Depuis le 1er Juillet 1994 , par l'effet des directives européennes, dûment approuvées par les États de l'Union, y compris la France, la libre concurrence doit être respectée en matière d'assurances.

Mais l'assurance-maladie est-elle réellement comprise dans cette vague de libéralisation ? Certains en doutent, et font de l'exégèse des directives de 1992, qui semblent exclure les assurances publiques obligatoires.

Ils font valoir une idée intéressante, et très révélatrice : dans certains pays, l'assurance-maladie est affaire d'État, service public, or l'Union ne saurait s'ingérer dans ce qui relève de la souveraineté nationale. Le gouvernement français va-t-il se hâter de faire de la Sécurité Sociale une véritable administration d'État, au lieu de lui laisser comme aujourd'hui quelque apparence d'indépendance ?

En fait, dans l'esprit, sinon dans la lettre, le monopole de la Sécurité Sociale ne résistera pas aux coups de boutoir de l'ouverture européenne. Les entreprises peuvent se délocaliser, les produits français peuvent devenir invendables : il faudra bien en venir à la concurrence.

Les Allemands ne s'y sont pas trompés qui, d'ores et déjà se préparent à l'irruption des compagnies étrangères dans les contrats d'assurance-maladie.

 

MIEUX PAYÉS ET PLUS COMPÉTITIFS

Au lieu de se désoler sur les risques encourus par l'État et ses administration, ou sur les disciplines voire les sanctions qu'impose et imposera la concurrence européenne, on serait mieux inspiré de voir les perspectives très positives d'une réforme en profondeur du système de santé.

D'une part, les salariés peuvent bénéficier d'un supplément de pouvoir d'achat. Du jour où ils peuvent se procurer grâce au marché des services de santé de qualité équivalente à des coûts diminués d'un tiers ou de moitié, c'est autant qu'il libéreront pour leurs autres consommations.

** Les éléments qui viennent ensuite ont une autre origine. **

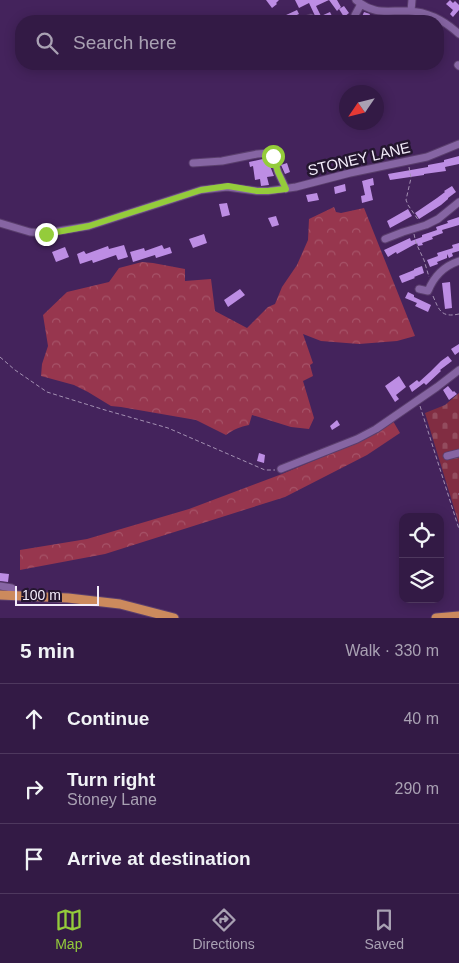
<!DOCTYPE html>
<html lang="en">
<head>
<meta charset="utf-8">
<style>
	body { margin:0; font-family:Helvetica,sans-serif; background:#3e2750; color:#f1f3f6 }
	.controls { position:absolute; right:15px; bottom:15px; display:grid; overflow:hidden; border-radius:10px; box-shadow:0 2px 12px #0003 }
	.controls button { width:45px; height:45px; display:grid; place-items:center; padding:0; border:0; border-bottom:1px solid #4e385e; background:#331a45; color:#f1f3f6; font:25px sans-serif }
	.compass { position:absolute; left:339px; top:85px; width:45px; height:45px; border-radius:50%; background:#331a45; box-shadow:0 2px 12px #0003; rotate:235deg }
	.scale { position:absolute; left:15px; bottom:12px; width:84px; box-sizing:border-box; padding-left:5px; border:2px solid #f3ecfa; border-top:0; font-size:14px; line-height:18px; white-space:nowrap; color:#f3ecfa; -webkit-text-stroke:4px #24162f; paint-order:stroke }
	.stop { position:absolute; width:15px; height:15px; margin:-11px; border:4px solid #94cc3b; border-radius:50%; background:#fff }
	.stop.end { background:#94cc3b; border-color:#fff; box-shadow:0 1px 5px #0008 }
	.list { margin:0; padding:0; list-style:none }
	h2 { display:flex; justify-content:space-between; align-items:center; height:65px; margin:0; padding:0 20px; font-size:21px }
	h2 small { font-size:16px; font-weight:400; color:#a9a1b3 }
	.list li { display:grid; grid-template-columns:32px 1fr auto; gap:15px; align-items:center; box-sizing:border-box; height:70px; padding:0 20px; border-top:1px solid #4e385e }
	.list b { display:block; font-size:19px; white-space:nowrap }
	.list p { margin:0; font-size:16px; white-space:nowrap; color:#a9a1b3 }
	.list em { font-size:16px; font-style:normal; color:#a9a1b3 }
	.icon { flex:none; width:28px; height:28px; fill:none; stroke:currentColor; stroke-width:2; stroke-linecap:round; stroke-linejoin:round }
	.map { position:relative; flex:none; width:459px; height:618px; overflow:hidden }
	.search { position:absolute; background:#331a45; box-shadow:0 2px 12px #0003; left:15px; right:15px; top:15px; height:55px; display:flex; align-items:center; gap:12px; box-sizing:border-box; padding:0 18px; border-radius:20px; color:#a9a1b3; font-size:19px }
	.sheet { height:275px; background:#331a45 }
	nav { display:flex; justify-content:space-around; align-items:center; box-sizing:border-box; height:70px; border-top:1px solid #4e385e; background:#331a45; font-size:14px; color:#a9a1b3 }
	nav a { display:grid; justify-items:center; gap:2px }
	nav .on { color:#94cc3b }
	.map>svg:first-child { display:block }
	.forest { fill:url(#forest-crowns) }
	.cemetery { fill:url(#cemetery-stones) }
	.building { fill:#bd8de4 }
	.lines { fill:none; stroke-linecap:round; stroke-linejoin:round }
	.minor-casing { stroke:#5a3e6d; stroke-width:9 }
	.major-casing { stroke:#5a3e6d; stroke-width:11 }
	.path { stroke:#a390b2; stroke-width:1; stroke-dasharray:4 2.5; stroke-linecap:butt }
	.minor { stroke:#8665a3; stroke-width:7 }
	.major { stroke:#cc8a5d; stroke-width:9 }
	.route { stroke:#94cc3b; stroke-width:6 }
	.labels { text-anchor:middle; stroke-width:5; stroke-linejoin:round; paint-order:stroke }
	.street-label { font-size:15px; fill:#f3ecfa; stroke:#24162f }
</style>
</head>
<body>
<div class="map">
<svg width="459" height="618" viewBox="0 0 459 618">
	<defs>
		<pattern id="forest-crowns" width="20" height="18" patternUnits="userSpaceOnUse" patternTransform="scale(1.25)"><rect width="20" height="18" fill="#97364e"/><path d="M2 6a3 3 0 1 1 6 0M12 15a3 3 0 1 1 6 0" fill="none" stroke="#a65368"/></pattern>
		<pattern id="cemetery-stones" width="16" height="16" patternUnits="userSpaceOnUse" patternTransform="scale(1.25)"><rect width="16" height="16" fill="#812d42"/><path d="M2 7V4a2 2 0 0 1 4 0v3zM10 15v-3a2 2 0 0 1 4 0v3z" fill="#934c5e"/></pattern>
	</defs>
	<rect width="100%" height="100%" fill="#44235c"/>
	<!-- forest -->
	<path class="forest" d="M 334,207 L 336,212 L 341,213 L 364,208 L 415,336 L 397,341 L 359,344 L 321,341 L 303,334 L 313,363 L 310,365 L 313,376 L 303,381 L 314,418 L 309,429 L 291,427 L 252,415 L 249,425 C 240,427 234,429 226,435 L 196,420 L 121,407 L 111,406 L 88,392 L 74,385 L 41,376 L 42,364 L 48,346 L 43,315 L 67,292 L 109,282 L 119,268 L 142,262 L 153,263 L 185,269 L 185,281 L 211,279 L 215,311 L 247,328 L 268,307 L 275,304 L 282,287 L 297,265 L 308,240 L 309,219 Z
		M 393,421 L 400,433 L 367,455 L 285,497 L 105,554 L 20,570 L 20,550 L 87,539 L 189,509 L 282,474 L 351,445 Z"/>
	<!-- cemetery -->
	<path class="cemetery" d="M 459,393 L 459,524 L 425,413 L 445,405 Z"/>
	<!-- building -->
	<path class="building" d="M 266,0 L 279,0 L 276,3 L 277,4 L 272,8 Z
		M 295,0 L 337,0 L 341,7 L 337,11 L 329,0 L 316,6 L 321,16 L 330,12 L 332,16 L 320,21 L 319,17 L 316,18 L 309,3 L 299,8 Z
		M 450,0 L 453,3 L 455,1 L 459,5 L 459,10 L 453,17 L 450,14 L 453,10 L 446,4 Z
		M 344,6 L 349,13 L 344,17 L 339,9 Z
		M 297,10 L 299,14 L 284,21 L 273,21 Z
		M 364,12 L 370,14 L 367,21 L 361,19 Z
		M 459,156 L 459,164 L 445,167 L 446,171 L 424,174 L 424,175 L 390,180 L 388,174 L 428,167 L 428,165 L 444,162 L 444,160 Z
		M 267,158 L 274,176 L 267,177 L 269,185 L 261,186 L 260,179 L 255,180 L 253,166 L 250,167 L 249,162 Z
		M 287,163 L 290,172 L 285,174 L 281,165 Z
		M 373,178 L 374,185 L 370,186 L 373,200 L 362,203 L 361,196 L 365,195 L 362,181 Z
		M 345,184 L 346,191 L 335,194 L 334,187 Z
		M 452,186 L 456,192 L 448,198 L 448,199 L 441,205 L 419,219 L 415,213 L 437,198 L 445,192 L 444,191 Z
		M 317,193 L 319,200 L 308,202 L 306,195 Z
		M 227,203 L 230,215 L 222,217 L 219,204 Z
		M 408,209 L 412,216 L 390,228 L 387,221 Z
		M 276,216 L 279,225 L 272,227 L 268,218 Z
		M 459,217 L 459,225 L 442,230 L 443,233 L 432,237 L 433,239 L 422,243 L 423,245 L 418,246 L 417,243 L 397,254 L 396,252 L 388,257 L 384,250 L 410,238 L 411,241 L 422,237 L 422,235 L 437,230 L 436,227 L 448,223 L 447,221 Z
		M 204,234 L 207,243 L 193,248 L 189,239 Z
		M 459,243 L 459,251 L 452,253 L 453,256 L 449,258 L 447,254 L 447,258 L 437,262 L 438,264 L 430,267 L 427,260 L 438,256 L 437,253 L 453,248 L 452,245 Z
		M 124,245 L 128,257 L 118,260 L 116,255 L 93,263 L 92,260 L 80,264 L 77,254 L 84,251 L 86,254 L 108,246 L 109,249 Z
		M 162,245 L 164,249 L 170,247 L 172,253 L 156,258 L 155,255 L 133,262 L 130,252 L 144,248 L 145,251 Z
		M 65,247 L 69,257 L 56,262 L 52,252 Z
		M 422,266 L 424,273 L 414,277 L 415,278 L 402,283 L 399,276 L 414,270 L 414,269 Z
		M 450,282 L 452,308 L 445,309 L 442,283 Z
		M 240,289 L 245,295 L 228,307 L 224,300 Z
		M 408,292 L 414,295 L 414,297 L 431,305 L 428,312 L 415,306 L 417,303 L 405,298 Z
		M 459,344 L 459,352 L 455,355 L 451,349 Z
		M 448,356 L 452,361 L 440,370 L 441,371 L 426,385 L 424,383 L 412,392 L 409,386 L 417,380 L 419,382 L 430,372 L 441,361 Z
		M 399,376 L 406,387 L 396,395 L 399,399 L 395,402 L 385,386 Z
		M 448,386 L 453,392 L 454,391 L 457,394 L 449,400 L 443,390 Z
		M 337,420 L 340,425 L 332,430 L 330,426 Z
		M 259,453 L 265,455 L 264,463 L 257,461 Z
		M 0,573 L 9,574 L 8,582 L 0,581 Z"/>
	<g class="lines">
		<!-- minor casing -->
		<g class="minor-casing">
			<path id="minor" d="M 356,0 C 375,16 388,10 409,11 C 429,12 445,21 459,34
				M 411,11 L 412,0
				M 303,21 L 311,18
				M 354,21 L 355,15 L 361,4
				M 458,65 L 459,66
				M 193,163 L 222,161 L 257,154 L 269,153 L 273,156 L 278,172 L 286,189
				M 0,223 L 30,232 L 46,233 L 89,226 L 201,190 L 227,187 L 257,191 L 268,191 L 296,187 L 350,173 L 427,157 L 459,144
				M 385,239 L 403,232 L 426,225 L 438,219 L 459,202
				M 419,289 L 428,291 C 434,276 444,266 459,261
				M 447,456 L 459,453
				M 281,469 L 357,439 L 376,429 L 437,387 L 459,370
				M 0,586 L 12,588 L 15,596"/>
		</g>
		<!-- major casing -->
		<g class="major-casing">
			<path id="major" d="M 0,595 L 68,598 L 120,604 L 174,618
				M 436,618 L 459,616"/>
		</g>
		<!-- path -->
		<path class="path" d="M 409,167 L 411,178 L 406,200 L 408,205 L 419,221
			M 414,234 L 416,243 L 424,260 L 429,277
			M 433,296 C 439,310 441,318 459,314
			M 0,357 L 15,370 L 47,392 L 105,410 L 168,428 L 265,470 L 275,470
			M 420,406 L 459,529
			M 458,494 L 459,494"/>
		<!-- minor -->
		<use href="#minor" class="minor"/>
		<!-- major -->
		<use href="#major" class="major"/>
	</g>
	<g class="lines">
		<!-- route -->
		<path class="route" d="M 46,234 L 89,226 L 201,190 L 228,186 L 257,191 L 268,191 L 286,189 L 278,172 L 273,156"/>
	</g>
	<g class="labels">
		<!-- street labels -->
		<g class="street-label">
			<text transform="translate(359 159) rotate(-13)" y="5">STONEY LANE</text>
		</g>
	</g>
</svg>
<div class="controls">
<button><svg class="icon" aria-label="locate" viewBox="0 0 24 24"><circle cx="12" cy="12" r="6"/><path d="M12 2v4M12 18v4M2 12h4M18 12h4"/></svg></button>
<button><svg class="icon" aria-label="layers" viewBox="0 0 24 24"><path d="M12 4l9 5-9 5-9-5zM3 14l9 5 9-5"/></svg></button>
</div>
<svg class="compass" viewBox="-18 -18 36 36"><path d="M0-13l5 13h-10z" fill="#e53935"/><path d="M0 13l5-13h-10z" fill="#a9a1b3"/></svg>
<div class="scale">100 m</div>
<div class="stop" style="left:273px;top:156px"></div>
<div class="stop end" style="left:46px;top:234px"></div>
<div class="search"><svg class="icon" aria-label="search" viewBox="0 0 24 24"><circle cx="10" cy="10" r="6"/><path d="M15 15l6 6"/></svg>Search here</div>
</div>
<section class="sheet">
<h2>5 min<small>Walk · 330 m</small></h2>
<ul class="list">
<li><svg class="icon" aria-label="ahead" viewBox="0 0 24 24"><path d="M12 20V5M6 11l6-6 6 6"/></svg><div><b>Continue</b></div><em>40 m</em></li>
<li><svg class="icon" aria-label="right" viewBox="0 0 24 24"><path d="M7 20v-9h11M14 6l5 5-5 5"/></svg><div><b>Turn right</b><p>Stoney Lane</p></div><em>290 m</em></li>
<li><svg class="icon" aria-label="arrive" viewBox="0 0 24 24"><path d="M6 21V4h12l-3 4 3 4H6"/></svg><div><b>Arrive at destination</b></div></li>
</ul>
</section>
<nav>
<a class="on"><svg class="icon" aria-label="map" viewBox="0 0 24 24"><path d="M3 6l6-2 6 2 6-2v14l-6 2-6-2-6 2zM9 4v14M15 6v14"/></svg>Map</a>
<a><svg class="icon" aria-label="directions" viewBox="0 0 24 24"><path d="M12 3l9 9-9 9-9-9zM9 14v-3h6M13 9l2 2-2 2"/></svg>Directions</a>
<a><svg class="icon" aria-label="saved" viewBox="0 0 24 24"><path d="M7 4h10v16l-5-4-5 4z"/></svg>Saved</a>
</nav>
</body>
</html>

D'autre part, les entrepreneurs ne seront plus sous l'épée de Damoclès,  d'un relèvement permanent des coûts du travail, assorti de nouveaux impôts et de nouveaux contrôles. Ils y gagneront en compétitivité et pourront être moins réticents au développement de leurs affaires et de leurs emplois. Certes, d'autres facteurs dissuasifs peuvent subsister, tels que la fiscalité personnelle, les rigidités du marché du travail, la réglementation. Mais un esprit nouveau pourra s'instaurer en rupture avec la logique des relations administratives, un esprit orienté vers les rapports contractuels.

 
LIBÉRÉS ET PLUS CRÉATIFS

Cette redécouverte du contrat sera d'autant plus facile que les individus eux-mêmes se sentiront moins tributaires d'un système bureaucratique. Il est fait désormais appel à leur responsabilité personnelle.

Comme par hasard, leur goût de la créativité apparaîtra : ils auront envie de faire quelque chose pour eux-mêmes et par eux-mêmes.

Réformer les systèmes de santé n'est donc pas seulement une bonne affaire, ou une nécessité financière et commerciale. C'est aussi une bonne conversion des esprits, qui réconcilie les hommes avec leur travail, avec leurs projets.